Dataset entries:
[Start of section]

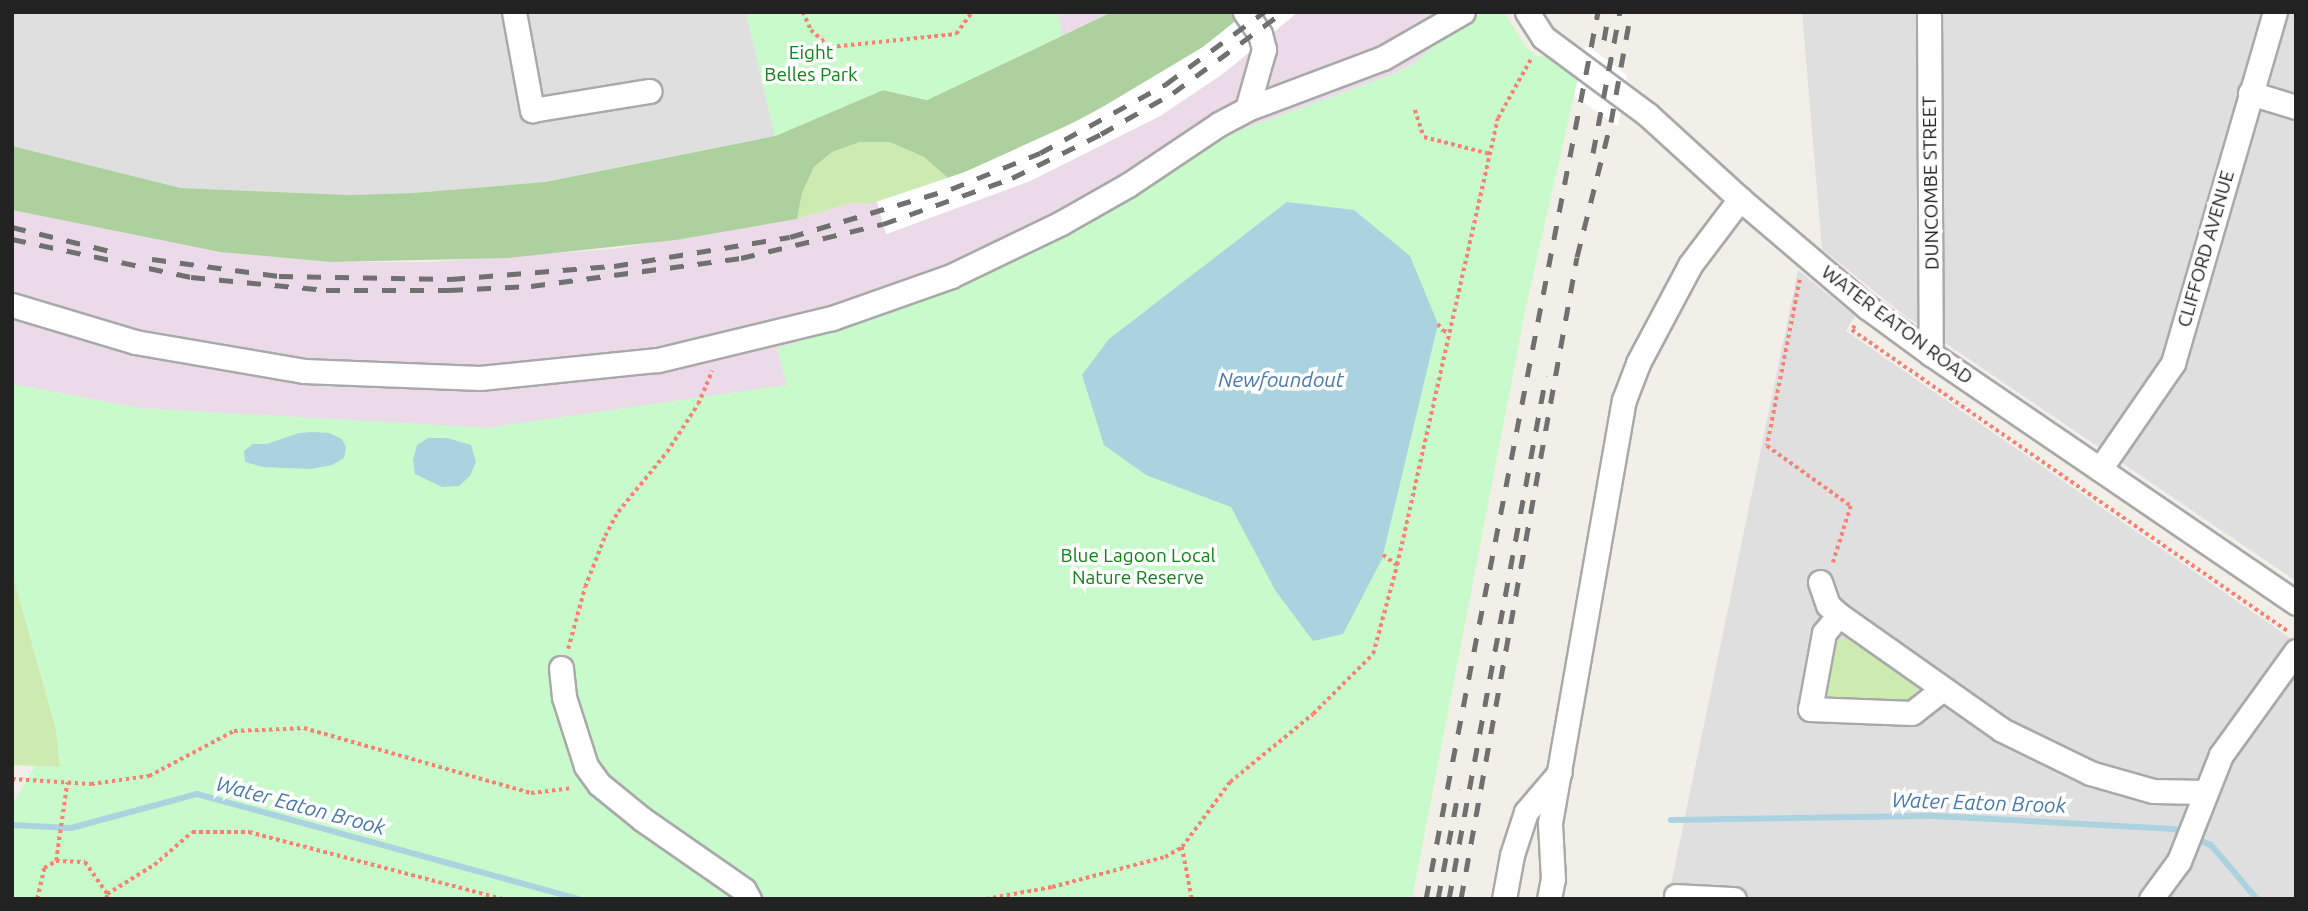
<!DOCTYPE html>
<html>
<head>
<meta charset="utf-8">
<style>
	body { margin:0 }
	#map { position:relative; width:2308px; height:911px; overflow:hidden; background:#f2efe9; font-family:Ubuntu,sans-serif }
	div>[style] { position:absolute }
	.residential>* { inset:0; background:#e0dfdf }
	.industrial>* { inset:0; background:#ebdbe8 }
	.grass>* { inset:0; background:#cdebb0 }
	.forest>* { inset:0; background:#add19e }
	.park>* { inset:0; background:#c8facc }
	.water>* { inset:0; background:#aad3df }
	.pier>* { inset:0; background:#fff }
	.stream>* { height:6px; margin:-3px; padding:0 3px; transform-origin:3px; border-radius:3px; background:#aad3df }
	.path>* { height:3.5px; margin-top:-1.75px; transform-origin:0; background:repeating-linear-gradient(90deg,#fa8072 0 3.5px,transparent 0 7px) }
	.roads { filter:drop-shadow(2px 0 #a9a9a9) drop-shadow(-2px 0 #a9a9a9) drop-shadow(0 2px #a9a9a9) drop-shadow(0 -2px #a9a9a9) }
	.minor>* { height:23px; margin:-11.5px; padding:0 11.5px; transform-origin:11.5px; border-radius:11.5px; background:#fff }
	.rail>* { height:5px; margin-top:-2.5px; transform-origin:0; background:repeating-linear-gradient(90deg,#707070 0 14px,transparent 0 28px) }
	span { translate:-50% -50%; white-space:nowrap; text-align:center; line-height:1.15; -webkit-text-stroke:7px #fff; paint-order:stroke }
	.park-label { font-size:19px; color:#0c8416 }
	.street-label { font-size:19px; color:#222 }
	.water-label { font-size:21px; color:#4a7aab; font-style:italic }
	.frame { position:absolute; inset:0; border:14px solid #222; pointer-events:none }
</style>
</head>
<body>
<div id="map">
	<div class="residential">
		<i style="clip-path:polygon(12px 12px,746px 12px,775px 136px,545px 182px,413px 193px,349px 195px,181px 188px,12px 146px)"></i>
		<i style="clip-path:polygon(1802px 12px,2296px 12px,2296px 581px,1904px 315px,1822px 249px)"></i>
		<i style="clip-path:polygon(1798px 270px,1855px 316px,1846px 331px,2296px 642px,2296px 899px,1668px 899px)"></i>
	</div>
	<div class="industrial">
		<i style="clip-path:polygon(1057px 12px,1112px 12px,1063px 35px)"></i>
		<i style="clip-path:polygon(1298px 12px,1443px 12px,1454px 29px,1414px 63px,1396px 73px,1216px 139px,940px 292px,777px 349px,787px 385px,488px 428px,139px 408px,12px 384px,12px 210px,220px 252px,331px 262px,429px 262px,613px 249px,797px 219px,851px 203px,877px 202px,887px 234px,1030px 181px,1160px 116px,1224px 73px)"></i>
	</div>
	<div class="grass">
		<i style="clip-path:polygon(860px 142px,890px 142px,924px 157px,948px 178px,869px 204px,851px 203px,797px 219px,802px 193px,814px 167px,832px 152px)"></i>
		<i style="clip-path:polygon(12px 572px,56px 729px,60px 767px,12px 765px)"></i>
		<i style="clip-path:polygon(1852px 636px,1918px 681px,1915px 704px,1835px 702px,1822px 689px,1831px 643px)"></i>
	</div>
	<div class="forest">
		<i style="clip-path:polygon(1112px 12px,1230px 12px,1236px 21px,1203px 47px,1139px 88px,1032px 144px,965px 172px,948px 178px,924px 157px,890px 142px,860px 142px,832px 152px,814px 167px,802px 193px,797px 219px,676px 240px,508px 258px,331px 262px,220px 252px,12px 210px,12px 146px,181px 188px,349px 195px,413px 193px,545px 182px,775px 136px,883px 90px,927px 100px)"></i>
	</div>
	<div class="park">
		<i style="clip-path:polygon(746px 12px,1057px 12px,1063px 35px,927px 100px,883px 90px,775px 136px)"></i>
		<i style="clip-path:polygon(1485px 12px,1504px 12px,1526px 47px,1537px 56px,1555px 58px,1579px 73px,1526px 307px,1412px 899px,12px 899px,12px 805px,35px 766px,60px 767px,56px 729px,12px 572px,12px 384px,139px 408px,488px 428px,787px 385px,777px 349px,940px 292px,1216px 139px,1396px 73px,1414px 63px,1454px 29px)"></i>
	</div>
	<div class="water">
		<i style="clip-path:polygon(1287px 202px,1354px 210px,1410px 256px,1438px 324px,1382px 559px,1343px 634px,1313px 641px,1275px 590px,1231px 507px,1146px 475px,1104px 445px,1082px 375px,1109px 339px)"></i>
		<i style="clip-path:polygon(313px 432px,329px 433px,342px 439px,346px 447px,344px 458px,332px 465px,311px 469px,263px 467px,245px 462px,244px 451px,253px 444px,267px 444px,299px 433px)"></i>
		<i style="clip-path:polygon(428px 438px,447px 438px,471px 445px,476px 462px,470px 476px,459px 486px,442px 487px,415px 474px,413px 460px,417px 445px)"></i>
	</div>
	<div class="pier">
		<i style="clip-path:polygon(1247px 12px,1298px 12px,1224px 73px,1160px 116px,1030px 181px,886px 234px,877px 202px,965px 172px,1084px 118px,1203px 47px)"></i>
		<i style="clip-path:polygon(1586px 45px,1627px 75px,1618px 126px,1574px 96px)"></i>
	</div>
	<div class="stream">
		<i style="left:1671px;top:820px;width:264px;rotate:-0.9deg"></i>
		<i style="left:1935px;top:816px;width:239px;rotate:3.1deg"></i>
		<i style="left:2174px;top:829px;width:40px;rotate:23.4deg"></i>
		<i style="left:2211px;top:845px;width:71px;rotate:49.6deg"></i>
		<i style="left:12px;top:825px;width:59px;rotate:2.9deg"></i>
		<i style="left:71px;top:828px;width:131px;rotate:-15.1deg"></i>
		<i style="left:197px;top:794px;width:395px;rotate:15.4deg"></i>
	</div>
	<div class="path">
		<i style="left:803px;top:12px;width:20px;rotate:66deg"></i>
		<i style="left:811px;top:30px;width:25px;rotate:42deg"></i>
		<i style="left:830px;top:47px;width:127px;rotate:-5.9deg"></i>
		<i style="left:956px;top:34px;width:27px;rotate:-54deg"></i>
		<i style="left:1415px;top:110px;width:28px;rotate:72deg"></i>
		<i style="left:1424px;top:137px;width:68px;rotate:14.4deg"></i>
		<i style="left:1800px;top:280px;width:169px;rotate:101.2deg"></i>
		<i style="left:1767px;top:446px;width:103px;rotate:35.5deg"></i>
		<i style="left:1851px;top:506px;width:60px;rotate:107.5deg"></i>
		<i style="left:1438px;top:324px;width:9px;rotate:54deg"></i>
		<i style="left:1443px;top:331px;width:7px;rotate:8deg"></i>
		<i style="left:1855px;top:326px;width:5px;rotate:127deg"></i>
		<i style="left:1852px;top:330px;width:531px;rotate:34.65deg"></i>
		<i style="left:1383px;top:555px;width:17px;rotate:36deg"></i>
		<i style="left:568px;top:649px;width:64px;rotate:-74.7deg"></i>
		<i style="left:585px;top:587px;width:55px;rotate:-68.6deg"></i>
		<i style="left:605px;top:536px;width:27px;rotate:-62deg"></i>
		<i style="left:618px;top:512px;width:77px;rotate:-50.8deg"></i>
		<i style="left:667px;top:452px;width:57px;rotate:-57.1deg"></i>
		<i style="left:698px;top:404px;width:36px;rotate:-67deg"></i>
		<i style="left:12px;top:779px;width:79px;rotate:3.6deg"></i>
		<i style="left:91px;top:784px;width:59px;rotate:-7.9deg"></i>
		<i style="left:149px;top:776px;width:96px;rotate:-27.9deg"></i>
		<i style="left:234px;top:731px;width:70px;rotate:-2.5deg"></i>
		<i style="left:304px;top:728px;width:236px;rotate:16deg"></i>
		<i style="left:531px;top:793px;width:42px;rotate:-6.8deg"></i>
		<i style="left:1182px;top:847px;width:53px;rotate:79.1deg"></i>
		<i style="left:56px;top:861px;width:29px;rotate:2deg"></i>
		<i style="left:85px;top:862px;width:39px;rotate:55deg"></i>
		<i style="left:37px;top:899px;width:32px;rotate:-77deg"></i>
		<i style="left:44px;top:868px;width:14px;rotate:-30deg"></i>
		<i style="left:56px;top:861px;width:79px;rotate:-82deg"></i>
		<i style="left:106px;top:899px;width:5px;rotate:-79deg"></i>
		<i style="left:107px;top:894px;width:55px;rotate:-31.7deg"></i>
		<i style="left:154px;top:865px;width:50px;rotate:-41deg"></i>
		<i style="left:192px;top:832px;width:57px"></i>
		<i style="left:249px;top:832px;width:263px;rotate:14.8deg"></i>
		<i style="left:986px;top:899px;width:67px;rotate:-10.3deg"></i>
		<i style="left:1052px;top:887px;width:117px;rotate:-14.9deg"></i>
		<i style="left:1165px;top:857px;width:20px;rotate:-30deg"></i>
		<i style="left:1182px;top:847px;width:81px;rotate:-53.6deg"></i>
		<i style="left:1230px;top:782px;width:107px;rotate:-39.3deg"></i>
		<i style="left:1313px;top:714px;width:85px;rotate:-45deg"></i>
		<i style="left:1373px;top:654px;width:92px;rotate:-74.9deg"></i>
		<i style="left:1397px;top:565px;width:458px;rotate:-77.3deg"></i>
		<i style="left:1498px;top:118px;width:70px;rotate:-60.9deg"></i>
	</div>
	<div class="roads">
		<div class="minor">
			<i style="left:514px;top:12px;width:100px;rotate:79.6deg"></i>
			<i style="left:532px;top:110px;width:119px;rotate:-9.2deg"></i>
			<i style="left:1245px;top:12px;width:27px;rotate:56deg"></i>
			<i style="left:1260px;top:34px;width:16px;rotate:75deg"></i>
			<i style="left:1264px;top:49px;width:62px;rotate:105.8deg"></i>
			<i style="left:1527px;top:12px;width:30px;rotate:57deg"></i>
			<i style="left:1543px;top:37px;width:131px;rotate:36.6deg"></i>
			<i style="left:1648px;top:115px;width:125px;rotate:42.4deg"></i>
			<i style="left:1740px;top:199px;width:167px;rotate:40.4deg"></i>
			<i style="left:1867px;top:307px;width:79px;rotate:36.3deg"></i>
			<i style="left:1931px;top:354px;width:442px;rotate:34.3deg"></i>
			<i style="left:1929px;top:12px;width:342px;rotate:89.7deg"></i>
			<i style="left:2250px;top:93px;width:48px;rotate:16.9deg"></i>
			<i style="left:12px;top:305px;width:128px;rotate:16.7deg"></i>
			<i style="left:135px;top:342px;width:171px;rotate:9.7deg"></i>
			<i style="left:304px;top:371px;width:176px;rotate:2.3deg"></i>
			<i style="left:480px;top:378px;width:179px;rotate:-5.8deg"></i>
			<i style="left:658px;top:360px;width:179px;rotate:-13.6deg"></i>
			<i style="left:832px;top:318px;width:126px;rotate:-19.4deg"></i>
			<i style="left:951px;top:276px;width:122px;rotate:-25.7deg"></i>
			<i style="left:1061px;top:223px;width:77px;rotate:-29.6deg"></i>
			<i style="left:1128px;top:185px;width:110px;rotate:-33.8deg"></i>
			<i style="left:1219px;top:124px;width:32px;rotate:-28deg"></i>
			<i style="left:1247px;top:109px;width:145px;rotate:-20.6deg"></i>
			<i style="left:1383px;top:58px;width:92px;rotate:-29.9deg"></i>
			<i style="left:2100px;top:469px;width:129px;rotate:-55.4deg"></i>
			<i style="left:2173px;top:363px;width:366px;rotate:-73.8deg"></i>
			<i style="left:1820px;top:582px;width:24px;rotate:71deg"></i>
			<i style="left:1828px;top:605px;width:15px;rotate:42deg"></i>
			<i style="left:1839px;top:615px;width:199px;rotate:35.2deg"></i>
			<i style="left:2002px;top:730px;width:98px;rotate:26deg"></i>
			<i style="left:2090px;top:773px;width:66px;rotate:15.9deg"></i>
			<i style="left:2153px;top:791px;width:53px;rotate:1.1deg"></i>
			<i style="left:1839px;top:615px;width:23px;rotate:130deg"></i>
			<i style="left:1824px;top:633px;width:77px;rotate:100.4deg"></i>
			<i style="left:1810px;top:709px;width:102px;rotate:2.2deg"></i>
			<i style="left:1912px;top:713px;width:39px;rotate:-38deg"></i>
			<i style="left:561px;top:668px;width:29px;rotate:84deg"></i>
			<i style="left:564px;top:697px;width:72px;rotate:72.3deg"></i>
			<i style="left:586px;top:766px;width:22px;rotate:54deg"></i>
			<i style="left:599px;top:784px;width:55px;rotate:39.1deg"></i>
			<i style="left:642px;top:819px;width:124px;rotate:34.8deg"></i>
			<i style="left:744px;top:890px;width:10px;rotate:61deg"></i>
			<i style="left:1676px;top:896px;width:58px;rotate:3deg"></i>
			<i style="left:1504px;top:899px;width:45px;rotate:-79.7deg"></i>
			<i style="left:1512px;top:855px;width:45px;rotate:-72deg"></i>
			<i style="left:1526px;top:812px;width:52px;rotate:-49.6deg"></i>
			<i style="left:1549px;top:899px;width:20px;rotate:-79deg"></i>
			<i style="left:1553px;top:879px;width:56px;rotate:-93.1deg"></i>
			<i style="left:1550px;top:823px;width:429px;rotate:-80.1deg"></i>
			<i style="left:1624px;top:400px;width:40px;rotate:-69deg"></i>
			<i style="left:1638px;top:363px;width:111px;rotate:-62deg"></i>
			<i style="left:1690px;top:265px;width:83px;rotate:-52.9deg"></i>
			<i style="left:2151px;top:899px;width:47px;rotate:-53.6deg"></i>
			<i style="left:2179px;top:861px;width:114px;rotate:-68.4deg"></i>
			<i style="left:2221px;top:755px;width:128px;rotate:-54.2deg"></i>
		</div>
	</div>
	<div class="rail">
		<i style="left:1604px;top:40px;width:28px;rotate:-80deg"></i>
		<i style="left:1593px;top:153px;width:144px;rotate:-79.2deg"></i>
		<i style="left:12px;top:227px;width:105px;rotate:13.8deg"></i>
		<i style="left:12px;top:239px;width:183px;rotate:12deg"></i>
		<i style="left:191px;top:277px;width:136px;rotate:5.5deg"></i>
		<i style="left:326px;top:290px;width:123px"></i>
		<i style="left:449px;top:290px;width:82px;rotate:-2.8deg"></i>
		<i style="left:531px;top:286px;width:212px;rotate:-7.6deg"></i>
		<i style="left:741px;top:258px;width:146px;rotate:-13.5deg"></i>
		<i style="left:883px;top:224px;width:137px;rotate:-19.6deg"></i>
		<i style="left:1012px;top:178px;width:99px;rotate:-26.3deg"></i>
		<i style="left:1101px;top:134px;width:83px;rotate:-29.7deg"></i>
		<i style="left:1173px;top:93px;width:137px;rotate:-36.4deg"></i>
		<i style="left:152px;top:259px;width:128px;rotate:7.6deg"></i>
		<i style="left:279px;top:276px;width:172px;rotate:1deg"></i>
		<i style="left:451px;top:279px;width:164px;rotate:-4.6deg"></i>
		<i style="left:614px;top:266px;width:178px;rotate:-9.4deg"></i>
		<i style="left:790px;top:237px;width:168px;rotate:-16.6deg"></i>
		<i style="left:951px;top:189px;width:96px;rotate:-22deg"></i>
		<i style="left:1040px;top:153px;width:144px;rotate:-28.7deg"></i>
		<i style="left:1166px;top:84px;width:122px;rotate:-36.3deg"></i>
		<i style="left:1426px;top:899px;width:904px;rotate:-79.03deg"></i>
		<i style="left:1438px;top:899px;width:112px;rotate:-79.2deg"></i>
		<i style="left:1449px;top:899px;width:532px;rotate:-79.49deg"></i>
		<i style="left:1461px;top:899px;width:652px;rotate:-79.76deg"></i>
		<i style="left:1577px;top:257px;width:139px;rotate:-75.9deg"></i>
		<i style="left:1611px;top:122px;width:112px;rotate:-79.7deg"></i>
	</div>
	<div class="park-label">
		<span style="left:811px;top:64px">Eight<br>Belles Park</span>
		<span style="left:1138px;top:567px">Blue Lagoon Local<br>Nature Reserve</span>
	</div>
	<div class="street-label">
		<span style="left:1931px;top:183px;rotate:-91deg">DUNCOMBE STREET</span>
		<span style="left:2206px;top:249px;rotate:-74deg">CLIFFORD AVENUE</span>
		<span style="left:1897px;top:325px;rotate:37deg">WATER EATON ROAD</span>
	</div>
	<div class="water-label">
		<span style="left:1281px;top:379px">Newfoundout</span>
		<span style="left:1979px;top:802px;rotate:2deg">Water Eaton Brook</span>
		<span style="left:301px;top:805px;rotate:15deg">Water Eaton Brook</span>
	</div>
	<div class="frame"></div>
</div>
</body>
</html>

[End of section]

## EXERCISE INSTRUCTIONS
What is the number of lines in the data that include the word "roads"? State only that number.

## EXERCISE OUTPUT
2